The records:
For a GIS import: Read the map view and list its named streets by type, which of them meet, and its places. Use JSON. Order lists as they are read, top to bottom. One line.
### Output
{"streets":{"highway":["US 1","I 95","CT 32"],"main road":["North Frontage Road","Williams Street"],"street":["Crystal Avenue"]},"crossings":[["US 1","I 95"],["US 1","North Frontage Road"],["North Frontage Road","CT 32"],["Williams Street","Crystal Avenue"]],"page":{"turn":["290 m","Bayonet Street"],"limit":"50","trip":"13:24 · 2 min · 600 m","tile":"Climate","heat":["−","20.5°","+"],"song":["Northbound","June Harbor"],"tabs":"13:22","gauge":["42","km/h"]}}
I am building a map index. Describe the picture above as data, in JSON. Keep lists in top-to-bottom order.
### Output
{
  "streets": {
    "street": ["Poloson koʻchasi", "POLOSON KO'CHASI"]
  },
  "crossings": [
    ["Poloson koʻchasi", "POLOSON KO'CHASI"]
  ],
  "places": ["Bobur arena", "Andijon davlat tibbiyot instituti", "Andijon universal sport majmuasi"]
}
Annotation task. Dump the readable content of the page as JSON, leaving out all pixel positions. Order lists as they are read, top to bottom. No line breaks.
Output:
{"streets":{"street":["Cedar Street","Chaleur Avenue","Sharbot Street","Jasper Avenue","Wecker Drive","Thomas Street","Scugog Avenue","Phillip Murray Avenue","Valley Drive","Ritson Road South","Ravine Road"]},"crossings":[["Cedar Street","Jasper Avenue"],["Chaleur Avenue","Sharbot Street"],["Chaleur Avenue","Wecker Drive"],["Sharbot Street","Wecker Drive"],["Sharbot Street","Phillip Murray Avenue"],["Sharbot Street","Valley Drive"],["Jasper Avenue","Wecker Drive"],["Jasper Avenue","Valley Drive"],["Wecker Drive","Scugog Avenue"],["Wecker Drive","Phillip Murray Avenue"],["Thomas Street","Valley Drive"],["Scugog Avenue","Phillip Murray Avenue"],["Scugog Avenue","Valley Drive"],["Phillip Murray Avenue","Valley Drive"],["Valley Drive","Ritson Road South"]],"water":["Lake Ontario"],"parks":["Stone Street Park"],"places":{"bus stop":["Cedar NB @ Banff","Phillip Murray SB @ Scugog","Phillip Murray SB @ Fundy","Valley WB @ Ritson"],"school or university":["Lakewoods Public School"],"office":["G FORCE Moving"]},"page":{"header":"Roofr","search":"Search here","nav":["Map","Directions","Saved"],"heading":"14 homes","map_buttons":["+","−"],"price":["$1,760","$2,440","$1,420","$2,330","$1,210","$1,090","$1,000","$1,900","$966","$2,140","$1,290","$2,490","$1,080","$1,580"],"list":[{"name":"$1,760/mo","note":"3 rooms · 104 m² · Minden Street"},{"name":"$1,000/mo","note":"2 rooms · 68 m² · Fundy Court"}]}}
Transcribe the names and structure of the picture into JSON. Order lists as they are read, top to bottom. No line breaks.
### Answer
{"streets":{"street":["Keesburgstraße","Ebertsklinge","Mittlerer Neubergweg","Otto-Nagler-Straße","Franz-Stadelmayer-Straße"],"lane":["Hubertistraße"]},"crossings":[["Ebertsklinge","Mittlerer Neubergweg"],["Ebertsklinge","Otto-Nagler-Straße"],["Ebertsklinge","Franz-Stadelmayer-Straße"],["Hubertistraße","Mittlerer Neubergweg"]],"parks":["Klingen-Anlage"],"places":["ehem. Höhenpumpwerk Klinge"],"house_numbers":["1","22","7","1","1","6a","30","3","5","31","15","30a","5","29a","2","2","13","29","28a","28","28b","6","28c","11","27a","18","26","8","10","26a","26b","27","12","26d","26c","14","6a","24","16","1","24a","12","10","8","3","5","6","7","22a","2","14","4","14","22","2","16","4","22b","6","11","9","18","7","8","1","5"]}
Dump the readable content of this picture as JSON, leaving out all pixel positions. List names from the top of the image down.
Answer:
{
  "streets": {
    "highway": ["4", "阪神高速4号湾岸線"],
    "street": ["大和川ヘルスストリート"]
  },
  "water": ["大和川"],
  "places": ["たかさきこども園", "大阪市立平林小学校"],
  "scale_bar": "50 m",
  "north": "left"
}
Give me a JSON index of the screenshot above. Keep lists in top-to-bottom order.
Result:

What you should do:
Look through the data above and return exactly the lines from the one that contains "Annotation task. Dump" to the one that contains "Transcribe the names", inclusive, with nothing else.

Finished exercise:
Annotation task. Dump the readable content of the page as JSON, leaving out all pixel positions. Order lists as they are read, top to bottom. No line breaks.
Output:
{"streets":{"street":["Cedar Street","Chaleur Avenue","Sharbot Street","Jasper Avenue","Wecker Drive","Thomas Street","Scugog Avenue","Phillip Murray Avenue","Valley Drive","Ritson Road South","Ravine Road"]},"crossings":[["Cedar Street","Jasper Avenue"],["Chaleur Avenue","Sharbot Street"],["Chaleur Avenue","Wecker Drive"],["Sharbot Street","Wecker Drive"],["Sharbot Street","Phillip Murray Avenue"],["Sharbot Street","Valley Drive"],["Jasper Avenue","Wecker Drive"],["Jasper Avenue","Valley Drive"],["Wecker Drive","Scugog Avenue"],["Wecker Drive","Phillip Murray Avenue"],["Thomas Street","Valley Drive"],["Scugog Avenue","Phillip Murray Avenue"],["Scugog Avenue","Valley Drive"],["Phillip Murray Avenue","Valley Drive"],["Valley Drive","Ritson Road South"]],"water":["Lake Ontario"],"parks":["Stone Street Park"],"places":{"bus stop":["Cedar NB @ Banff","Phillip Murray SB @ Scugog","Phillip Murray SB @ Fundy","Valley WB @ Ritson"],"school or university":["Lakewoods Public School"],"office":["G FORCE Moving"]},"page":{"header":"Roofr","search":"Search here","nav":["Map","Directions","Saved"],"heading":"14 homes","map_buttons":["+","−"],"price":["$1,760","$2,440","$1,420","$2,330","$1,210","$1,090","$1,000","$1,900","$966","$2,140","$1,290","$2,490","$1,080","$1,580"],"list":[{"name":"$1,760/mo","note":"3 rooms · 104 m² · Minden Street"},{"name":"$1,000/mo","note":"2 rooms · 68 m² · Fundy Court"}]}}
Transcribe the names and structure of the picture into JSON. Order lists as they are read, top to bottom. No line breaks.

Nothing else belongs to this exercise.